The Ultimate Guide To Nut Flours

Nuts flours are an extremely versatile alternative flour. They are easy to get hold of, straightforward to use and help to produce beautifully moist and flavourful cakes. In this guide I’m going to explain everything you need to know about nut flours. Why they are brilliant in baking, how we can use them and how we can grind our own.

Gluten-Free Flours: Nut Flours

So I’m about to kick off the first chapter in my new blog series about gluten-free flours. If you haven’t read Gluten-Free Flours: An Introduction first then do head back. Don’t worry, I’ll wait. This instalment it’s all about:

  • Nut flours
  • Nut meals
  • Ground nuts

All of which can all be used as flour substitutes. To keep the conversation streamlined when I refer to nut flours below I’m pretty much heaping nut meals and ground nuts into the same category.

If you are a keen baker then there is no doubt that ground almonds have cropped up in an ingredients list somewhere in your baking history as it is a wonderful ingredient which can enhance the taste and texture of cakes when mixed with another flour and on a rare occasion stand alone in place of regular flour.

Almonds are the most prolific of the nut flours and we’ll discuss why but we’ll also chat about the role other nut flours can play in our baking and how we can make our own to keep costs a bit more manageable.

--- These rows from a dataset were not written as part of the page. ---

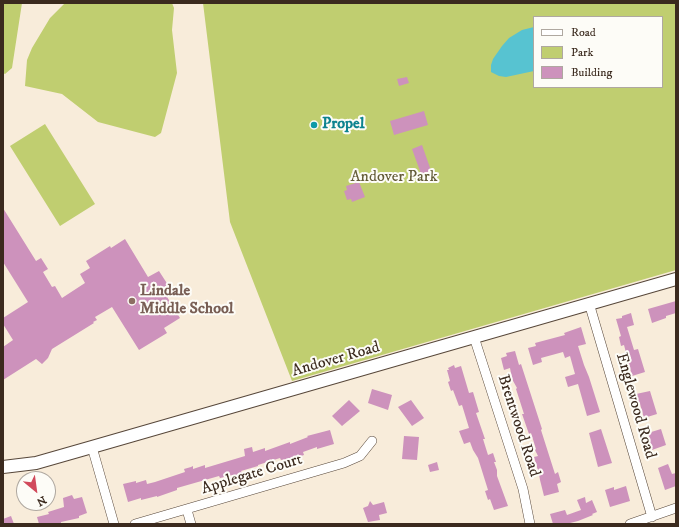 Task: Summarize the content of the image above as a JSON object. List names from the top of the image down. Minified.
{"streets":{"street":["Andover Road","Englewood Road","Brentwood Road","Applegate Court"]},"crossings":[["Andover Road","Englewood Road"],["Andover Road","Brentwood Road"]],"parks":["Andover Park"],"places":["Propel","Lindale Middle School"],"legend":["Road","Park","Building"],"north":"bottom right"} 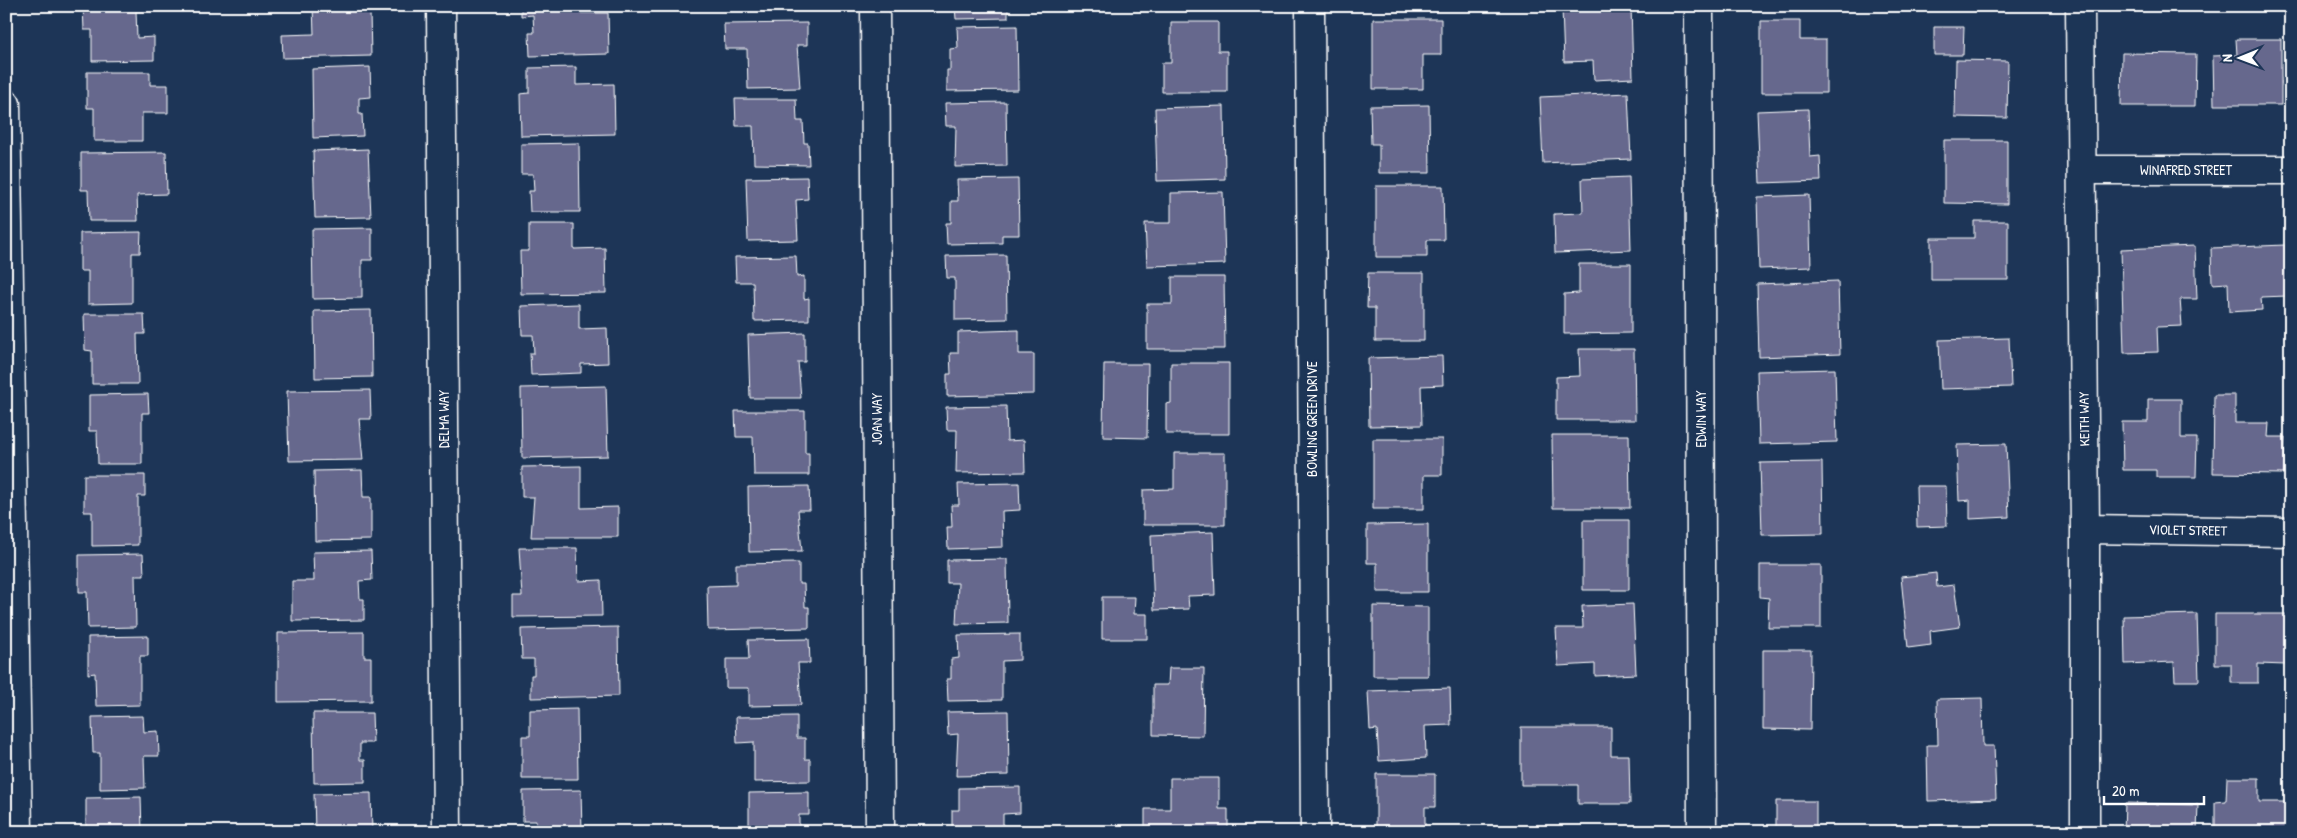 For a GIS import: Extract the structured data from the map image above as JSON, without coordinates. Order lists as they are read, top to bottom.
{
  "streets": {
    "street": [
      "WINAFRED STREET",
      "DELMA WAY",
      "JOAN WAY",
      "BOWLING GREEN DRIVE",
      "EDWIN WAY",
      "KEITH WAY",
      "VIOLET STREET"
    ]
  },
  "crossings": [
    ["WINAFRED STREET", "KEITH WAY"],
    ["KEITH WAY", "VIOLET STREET"]
  ],
  "scale_bar": "20 m",
  "north": "left"
} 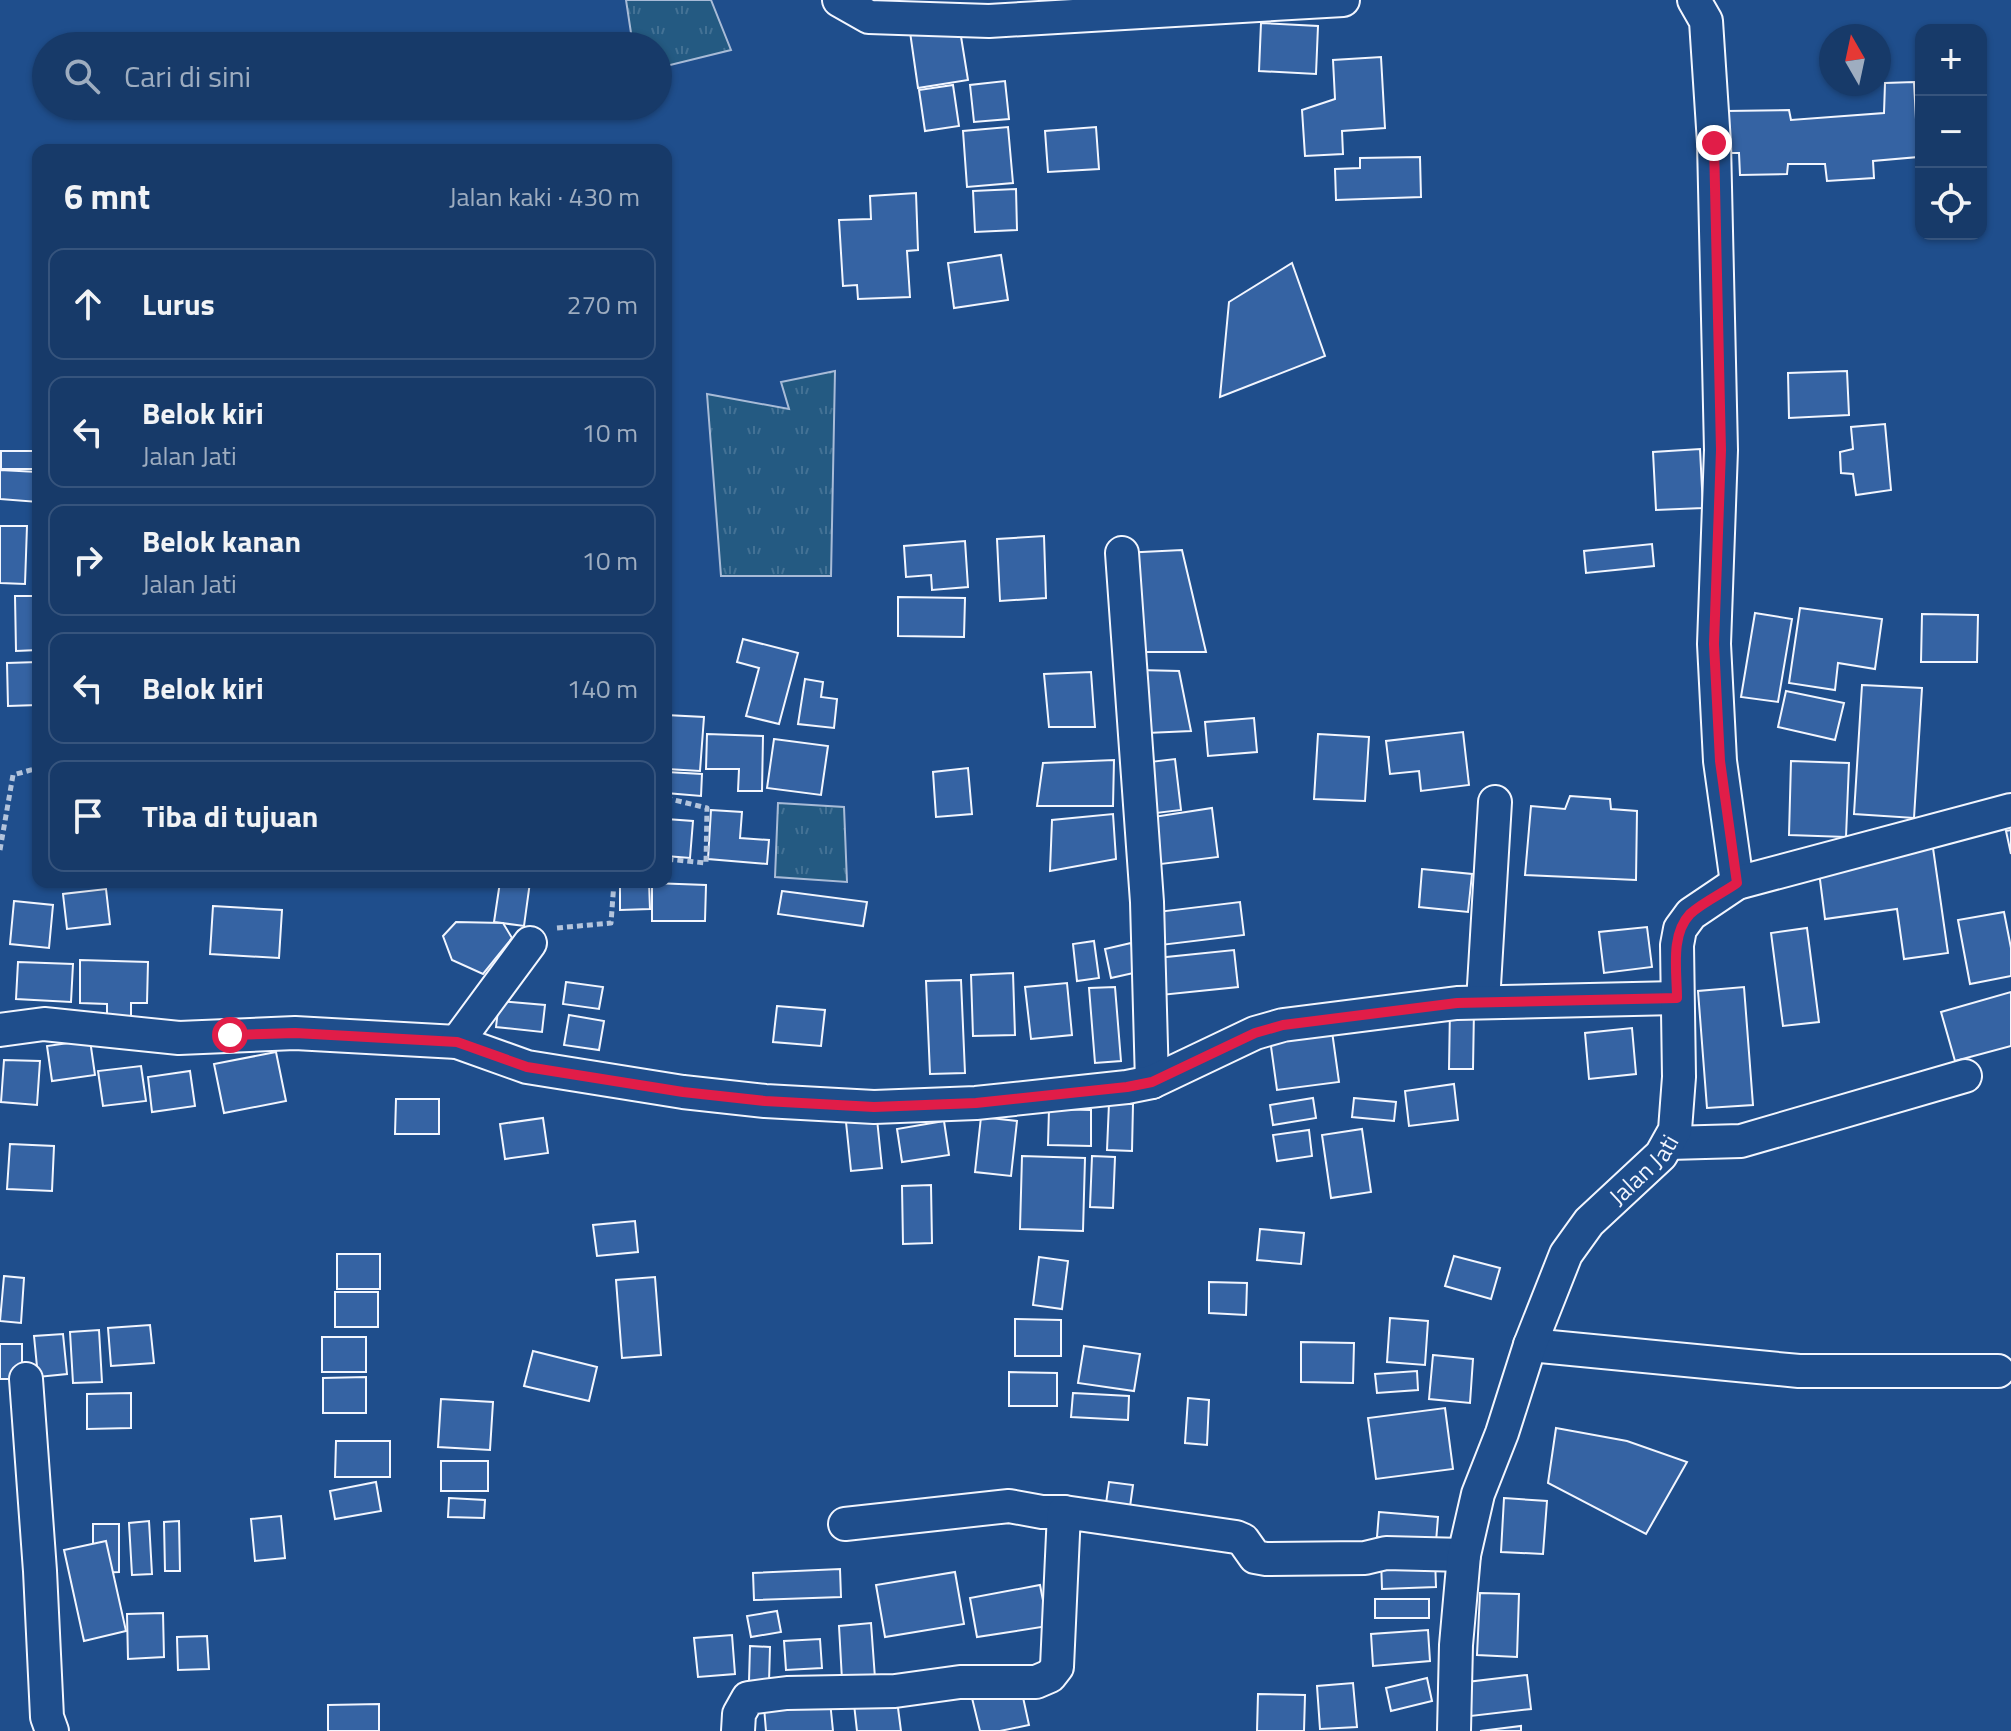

Gluten-Free Flours: Nut Flours

Why do we use nut flours?

The best reason to use a nut flour in your baking is to give your cake a moist dense crumb.

Nuts are rich in protein so are also commonly used in baked goods for nutritional reasons but they will definitely become your best friends as you rebel against the dry gluten-free cakes you may have tasted before.

Allergy Tip: Obviously nuts contain, well, nuts. So be ultra careful in asking about nut allergies when you are serving up your cake.

Fig Almond and Salted Honey Cake

How to use nut flours in cakes

Nut flours are best used in conjunction with another flour. If you are trying to convert a wheat-based cake recipe into a gluten-free alternative then I wouldn’t typically recommend using only a nut flour in straight substitution as nut flours are prone to clumping and are mostly made of fat and fibre so the results can be be quite crumbly.

One of the most common ways I use nut flour is to combine it with a ready-made gluten-free flour blend:

  • The Nut Flour will give the cake moisture and structure.
  • The Gluten-Free Flour will lighten the results and make the finished cake a little more fluffy. It will also help with binding since most blends contain tapioca flour which is an excellent binder.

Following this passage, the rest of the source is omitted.